# server to server connection



## vsitor (12. Februar 2005)

hallo Leute,

ich möchte ab und an einen Ordner von Server1 auf Server2 kopieren. 

Wenn jetzt aber die Ordner etwas grösser sind, dann muss ich erst mit WS-FTP auf Server1 einloggen, den Ordner runterladen und dann wieder bei Server2 einloggen und hochladen.
Gibt es keine Möglichkeit eine connection von Server1 nach Server2 zu machen, sodass
ich den Ordner nicht runterladen muss, sondern gleich von Server zu Server verschieben kann?

Das wär ein echter Quantensprung.
Danke


----------



## Sinac (12. Februar 2005)

Was sind das denn für Server? Also sowohl OS als auch Standort? Also eigentlich kannst du doch einfach ne Verbindung über irgendein Protokoll zum FIleaustausch machen, also SMB oder sowas.


----------



## vsitor (12. Februar 2005)

Hallo,

also die server sind beide in Deutschland und einer ist normaler wespace, der andere hat Rootzugang, also ssh ist kein problem.

OS ist zumindest beim root debian woody.
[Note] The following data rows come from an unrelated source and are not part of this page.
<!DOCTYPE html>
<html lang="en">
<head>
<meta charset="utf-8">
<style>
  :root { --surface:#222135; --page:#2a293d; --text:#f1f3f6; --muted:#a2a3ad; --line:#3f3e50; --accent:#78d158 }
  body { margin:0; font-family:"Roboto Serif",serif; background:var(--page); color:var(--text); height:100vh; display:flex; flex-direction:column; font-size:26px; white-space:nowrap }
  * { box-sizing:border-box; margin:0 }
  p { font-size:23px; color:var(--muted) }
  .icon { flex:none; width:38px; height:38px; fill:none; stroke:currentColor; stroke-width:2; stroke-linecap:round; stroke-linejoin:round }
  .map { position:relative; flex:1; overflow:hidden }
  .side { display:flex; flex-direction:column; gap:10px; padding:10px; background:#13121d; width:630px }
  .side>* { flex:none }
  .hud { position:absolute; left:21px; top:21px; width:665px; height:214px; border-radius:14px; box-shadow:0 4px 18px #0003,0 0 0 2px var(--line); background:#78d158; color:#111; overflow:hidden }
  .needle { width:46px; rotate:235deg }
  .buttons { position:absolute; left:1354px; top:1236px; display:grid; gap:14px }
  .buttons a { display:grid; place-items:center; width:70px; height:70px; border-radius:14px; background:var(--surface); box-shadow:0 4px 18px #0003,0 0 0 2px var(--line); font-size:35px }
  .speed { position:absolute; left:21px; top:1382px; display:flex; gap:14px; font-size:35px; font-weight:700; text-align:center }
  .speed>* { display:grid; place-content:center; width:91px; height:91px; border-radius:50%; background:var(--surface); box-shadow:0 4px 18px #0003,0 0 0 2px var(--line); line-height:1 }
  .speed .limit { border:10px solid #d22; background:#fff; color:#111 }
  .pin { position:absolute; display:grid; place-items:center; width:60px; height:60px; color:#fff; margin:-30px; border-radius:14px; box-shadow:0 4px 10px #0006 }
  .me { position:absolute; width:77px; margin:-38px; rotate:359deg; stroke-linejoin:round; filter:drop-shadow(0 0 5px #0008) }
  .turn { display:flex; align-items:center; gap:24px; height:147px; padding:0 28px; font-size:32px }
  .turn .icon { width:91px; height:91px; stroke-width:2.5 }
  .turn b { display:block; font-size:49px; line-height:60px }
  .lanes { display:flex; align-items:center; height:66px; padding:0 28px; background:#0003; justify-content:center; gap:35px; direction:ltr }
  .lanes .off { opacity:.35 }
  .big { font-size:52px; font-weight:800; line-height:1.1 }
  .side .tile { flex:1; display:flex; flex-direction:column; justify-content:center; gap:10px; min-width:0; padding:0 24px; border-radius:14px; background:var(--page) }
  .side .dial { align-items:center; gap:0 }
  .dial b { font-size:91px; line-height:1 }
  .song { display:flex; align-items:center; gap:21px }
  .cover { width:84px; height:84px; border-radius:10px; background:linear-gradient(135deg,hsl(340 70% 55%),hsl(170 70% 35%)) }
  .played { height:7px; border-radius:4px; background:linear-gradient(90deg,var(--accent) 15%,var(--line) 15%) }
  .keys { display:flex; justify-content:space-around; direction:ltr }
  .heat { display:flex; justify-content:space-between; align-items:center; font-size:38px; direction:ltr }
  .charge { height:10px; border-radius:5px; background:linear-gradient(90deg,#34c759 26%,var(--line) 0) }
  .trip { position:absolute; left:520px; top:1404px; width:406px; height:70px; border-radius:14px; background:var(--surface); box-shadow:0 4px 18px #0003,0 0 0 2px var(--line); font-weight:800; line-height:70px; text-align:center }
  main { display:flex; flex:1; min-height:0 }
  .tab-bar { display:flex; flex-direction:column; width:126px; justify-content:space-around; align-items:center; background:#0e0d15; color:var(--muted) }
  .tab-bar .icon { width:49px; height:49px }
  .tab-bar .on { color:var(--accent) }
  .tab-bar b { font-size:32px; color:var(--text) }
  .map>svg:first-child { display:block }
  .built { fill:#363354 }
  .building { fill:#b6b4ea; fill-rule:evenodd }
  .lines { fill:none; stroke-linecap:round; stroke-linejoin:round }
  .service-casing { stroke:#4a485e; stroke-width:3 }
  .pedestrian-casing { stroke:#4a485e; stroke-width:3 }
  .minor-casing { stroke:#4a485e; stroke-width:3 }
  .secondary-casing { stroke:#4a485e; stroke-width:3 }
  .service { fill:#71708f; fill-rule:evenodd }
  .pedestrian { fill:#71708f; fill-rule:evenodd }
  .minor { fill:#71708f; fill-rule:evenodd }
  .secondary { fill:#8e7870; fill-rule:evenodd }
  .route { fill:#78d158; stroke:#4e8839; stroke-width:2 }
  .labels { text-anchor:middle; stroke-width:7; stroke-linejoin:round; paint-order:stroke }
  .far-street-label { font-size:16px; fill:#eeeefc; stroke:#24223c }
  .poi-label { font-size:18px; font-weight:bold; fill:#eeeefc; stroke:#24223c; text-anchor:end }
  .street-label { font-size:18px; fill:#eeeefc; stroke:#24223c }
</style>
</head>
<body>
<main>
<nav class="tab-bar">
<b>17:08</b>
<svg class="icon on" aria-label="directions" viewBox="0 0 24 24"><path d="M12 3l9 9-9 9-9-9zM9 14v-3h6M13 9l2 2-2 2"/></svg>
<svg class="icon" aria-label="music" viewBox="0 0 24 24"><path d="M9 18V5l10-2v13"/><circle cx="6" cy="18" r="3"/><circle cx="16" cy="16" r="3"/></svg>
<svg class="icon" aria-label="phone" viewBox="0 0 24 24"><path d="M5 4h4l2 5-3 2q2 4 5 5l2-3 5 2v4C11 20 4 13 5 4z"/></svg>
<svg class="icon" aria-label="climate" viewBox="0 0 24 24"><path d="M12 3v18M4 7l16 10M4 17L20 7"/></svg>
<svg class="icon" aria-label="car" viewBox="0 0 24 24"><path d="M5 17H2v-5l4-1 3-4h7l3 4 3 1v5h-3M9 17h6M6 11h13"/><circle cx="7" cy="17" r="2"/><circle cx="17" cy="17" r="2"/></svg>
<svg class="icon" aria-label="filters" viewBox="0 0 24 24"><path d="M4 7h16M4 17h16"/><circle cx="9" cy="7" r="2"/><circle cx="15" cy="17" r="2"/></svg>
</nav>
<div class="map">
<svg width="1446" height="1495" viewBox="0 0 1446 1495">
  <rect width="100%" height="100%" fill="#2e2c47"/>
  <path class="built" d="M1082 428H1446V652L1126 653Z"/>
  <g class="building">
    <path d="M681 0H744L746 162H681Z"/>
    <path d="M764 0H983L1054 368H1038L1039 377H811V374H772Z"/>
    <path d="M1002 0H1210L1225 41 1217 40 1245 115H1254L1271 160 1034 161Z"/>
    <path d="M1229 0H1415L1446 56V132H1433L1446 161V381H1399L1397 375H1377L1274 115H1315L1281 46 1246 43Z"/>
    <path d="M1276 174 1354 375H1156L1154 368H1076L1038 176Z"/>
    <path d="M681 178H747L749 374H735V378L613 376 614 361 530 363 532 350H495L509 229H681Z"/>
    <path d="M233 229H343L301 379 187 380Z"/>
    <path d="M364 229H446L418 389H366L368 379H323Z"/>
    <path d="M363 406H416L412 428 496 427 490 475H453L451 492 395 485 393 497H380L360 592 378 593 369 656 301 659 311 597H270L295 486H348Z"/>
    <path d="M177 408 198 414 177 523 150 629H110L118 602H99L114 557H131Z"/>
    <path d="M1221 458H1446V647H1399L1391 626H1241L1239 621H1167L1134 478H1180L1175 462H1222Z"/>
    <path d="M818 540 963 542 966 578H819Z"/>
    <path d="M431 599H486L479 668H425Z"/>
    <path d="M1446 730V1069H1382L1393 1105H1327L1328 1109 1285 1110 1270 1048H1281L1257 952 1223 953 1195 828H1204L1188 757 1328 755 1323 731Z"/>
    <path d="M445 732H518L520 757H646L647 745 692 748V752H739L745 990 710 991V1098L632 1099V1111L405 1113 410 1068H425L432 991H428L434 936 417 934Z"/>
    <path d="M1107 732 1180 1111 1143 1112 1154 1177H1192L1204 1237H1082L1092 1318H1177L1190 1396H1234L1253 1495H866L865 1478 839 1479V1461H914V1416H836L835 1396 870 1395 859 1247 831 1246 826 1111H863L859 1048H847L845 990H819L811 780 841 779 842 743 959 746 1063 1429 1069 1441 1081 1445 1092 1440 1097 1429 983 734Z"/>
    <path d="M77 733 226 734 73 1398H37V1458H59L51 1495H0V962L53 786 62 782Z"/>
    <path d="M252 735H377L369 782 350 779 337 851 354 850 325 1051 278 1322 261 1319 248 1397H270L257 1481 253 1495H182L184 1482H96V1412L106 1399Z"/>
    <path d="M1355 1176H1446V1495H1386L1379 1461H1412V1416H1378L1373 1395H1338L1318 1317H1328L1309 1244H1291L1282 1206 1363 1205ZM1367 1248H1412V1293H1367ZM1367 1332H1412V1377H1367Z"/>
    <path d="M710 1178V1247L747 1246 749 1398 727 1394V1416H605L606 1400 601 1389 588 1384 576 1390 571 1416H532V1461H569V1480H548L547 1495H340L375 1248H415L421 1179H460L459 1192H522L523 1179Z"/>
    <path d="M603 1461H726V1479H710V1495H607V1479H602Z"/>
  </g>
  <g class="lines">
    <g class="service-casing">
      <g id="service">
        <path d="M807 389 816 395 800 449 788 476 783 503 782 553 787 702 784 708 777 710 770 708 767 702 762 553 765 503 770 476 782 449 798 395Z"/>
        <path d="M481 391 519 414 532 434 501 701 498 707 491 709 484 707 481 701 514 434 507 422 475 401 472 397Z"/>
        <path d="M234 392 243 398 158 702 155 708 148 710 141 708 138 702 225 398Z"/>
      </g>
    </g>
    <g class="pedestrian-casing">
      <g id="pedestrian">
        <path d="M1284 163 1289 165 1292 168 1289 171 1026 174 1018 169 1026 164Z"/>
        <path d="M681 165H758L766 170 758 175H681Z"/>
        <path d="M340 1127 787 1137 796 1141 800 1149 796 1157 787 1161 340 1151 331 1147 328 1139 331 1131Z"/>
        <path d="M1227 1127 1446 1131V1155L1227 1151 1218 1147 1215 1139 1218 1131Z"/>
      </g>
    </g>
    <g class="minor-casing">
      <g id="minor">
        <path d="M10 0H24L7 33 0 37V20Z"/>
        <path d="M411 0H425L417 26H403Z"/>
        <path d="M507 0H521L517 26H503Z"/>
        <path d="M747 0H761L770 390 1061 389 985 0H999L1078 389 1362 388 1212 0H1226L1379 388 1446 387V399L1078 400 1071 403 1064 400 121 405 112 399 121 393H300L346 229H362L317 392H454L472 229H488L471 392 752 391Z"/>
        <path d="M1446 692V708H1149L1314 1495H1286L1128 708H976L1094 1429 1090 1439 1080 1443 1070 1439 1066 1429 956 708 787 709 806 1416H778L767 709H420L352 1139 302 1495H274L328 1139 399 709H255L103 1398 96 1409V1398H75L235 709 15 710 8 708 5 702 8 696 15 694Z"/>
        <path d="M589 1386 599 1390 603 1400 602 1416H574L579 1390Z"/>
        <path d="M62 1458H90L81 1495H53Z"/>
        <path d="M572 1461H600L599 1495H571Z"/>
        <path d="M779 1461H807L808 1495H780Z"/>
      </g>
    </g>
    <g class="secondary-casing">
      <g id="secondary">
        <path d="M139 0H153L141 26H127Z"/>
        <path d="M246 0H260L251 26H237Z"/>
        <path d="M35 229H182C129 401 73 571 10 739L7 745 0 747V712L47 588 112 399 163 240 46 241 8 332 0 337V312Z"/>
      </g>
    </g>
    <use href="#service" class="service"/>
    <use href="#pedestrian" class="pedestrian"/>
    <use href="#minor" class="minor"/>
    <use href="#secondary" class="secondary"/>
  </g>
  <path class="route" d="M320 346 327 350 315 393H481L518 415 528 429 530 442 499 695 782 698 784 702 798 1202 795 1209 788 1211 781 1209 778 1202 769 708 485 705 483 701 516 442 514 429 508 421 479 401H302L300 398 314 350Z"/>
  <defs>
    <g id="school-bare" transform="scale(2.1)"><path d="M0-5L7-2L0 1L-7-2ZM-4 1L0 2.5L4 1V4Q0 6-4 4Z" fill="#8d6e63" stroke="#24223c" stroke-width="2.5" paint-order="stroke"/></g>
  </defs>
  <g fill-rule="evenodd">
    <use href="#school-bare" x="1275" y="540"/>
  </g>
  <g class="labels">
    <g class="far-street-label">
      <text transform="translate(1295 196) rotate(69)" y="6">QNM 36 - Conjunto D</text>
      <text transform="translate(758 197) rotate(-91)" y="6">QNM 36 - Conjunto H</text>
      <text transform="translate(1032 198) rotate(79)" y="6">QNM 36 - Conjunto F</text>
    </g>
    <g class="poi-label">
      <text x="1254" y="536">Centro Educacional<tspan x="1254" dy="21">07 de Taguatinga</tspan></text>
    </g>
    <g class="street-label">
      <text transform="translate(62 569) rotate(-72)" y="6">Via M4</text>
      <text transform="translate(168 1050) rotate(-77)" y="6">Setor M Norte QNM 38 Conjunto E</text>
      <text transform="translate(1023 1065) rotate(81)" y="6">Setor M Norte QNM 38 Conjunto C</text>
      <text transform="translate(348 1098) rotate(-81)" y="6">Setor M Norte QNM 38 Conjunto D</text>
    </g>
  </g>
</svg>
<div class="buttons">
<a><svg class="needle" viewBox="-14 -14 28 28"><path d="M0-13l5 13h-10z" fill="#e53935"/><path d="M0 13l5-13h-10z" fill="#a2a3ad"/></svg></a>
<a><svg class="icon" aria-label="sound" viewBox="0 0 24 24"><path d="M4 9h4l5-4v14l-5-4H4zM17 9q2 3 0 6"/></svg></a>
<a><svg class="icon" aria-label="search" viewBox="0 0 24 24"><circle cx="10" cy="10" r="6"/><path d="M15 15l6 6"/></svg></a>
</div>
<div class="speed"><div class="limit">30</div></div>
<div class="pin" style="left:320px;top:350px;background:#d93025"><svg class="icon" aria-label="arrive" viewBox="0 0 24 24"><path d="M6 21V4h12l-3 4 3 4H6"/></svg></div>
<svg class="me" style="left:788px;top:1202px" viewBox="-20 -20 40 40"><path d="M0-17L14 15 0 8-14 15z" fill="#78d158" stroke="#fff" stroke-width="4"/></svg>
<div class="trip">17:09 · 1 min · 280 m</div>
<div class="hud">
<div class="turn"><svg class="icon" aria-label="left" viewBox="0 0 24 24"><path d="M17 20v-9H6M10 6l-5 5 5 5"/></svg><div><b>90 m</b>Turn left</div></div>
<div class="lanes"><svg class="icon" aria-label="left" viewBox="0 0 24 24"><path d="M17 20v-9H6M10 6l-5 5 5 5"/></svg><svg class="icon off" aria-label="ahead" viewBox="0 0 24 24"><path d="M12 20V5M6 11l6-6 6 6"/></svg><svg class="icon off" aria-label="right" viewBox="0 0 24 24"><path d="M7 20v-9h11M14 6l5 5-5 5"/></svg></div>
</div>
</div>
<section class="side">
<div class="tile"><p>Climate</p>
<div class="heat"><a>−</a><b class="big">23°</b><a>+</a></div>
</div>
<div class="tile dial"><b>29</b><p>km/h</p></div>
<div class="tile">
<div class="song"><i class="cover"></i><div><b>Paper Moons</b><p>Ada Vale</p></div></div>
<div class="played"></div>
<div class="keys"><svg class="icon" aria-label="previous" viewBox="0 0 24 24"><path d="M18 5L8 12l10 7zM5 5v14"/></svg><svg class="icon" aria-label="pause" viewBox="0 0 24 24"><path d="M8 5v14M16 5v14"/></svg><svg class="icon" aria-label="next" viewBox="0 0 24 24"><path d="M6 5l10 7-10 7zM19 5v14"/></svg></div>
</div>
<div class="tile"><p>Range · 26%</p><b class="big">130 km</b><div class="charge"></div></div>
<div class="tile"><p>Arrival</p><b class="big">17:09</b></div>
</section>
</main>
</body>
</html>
Wie funktioniert das denn mit SMB ?
Welches proggie? Oder mach ich das in der shell ?

Danke


----------



## Hawkster (12. Februar 2005)

Ich würde es einfach via php + ftp machen

http://de3.php.net/ftp 

MFG Hawkster


----------



## Sinac (12. Februar 2005)

Ne, wenn das eine nur Webspace ist wird as nichts. Machs echt mit PHP, das ist wohl das beste.


----------



## Helmut Klein (12. Februar 2005)

Wären es zwei Server mit ssh-Zugang gewesen, hätte ich "scp" empfohlen.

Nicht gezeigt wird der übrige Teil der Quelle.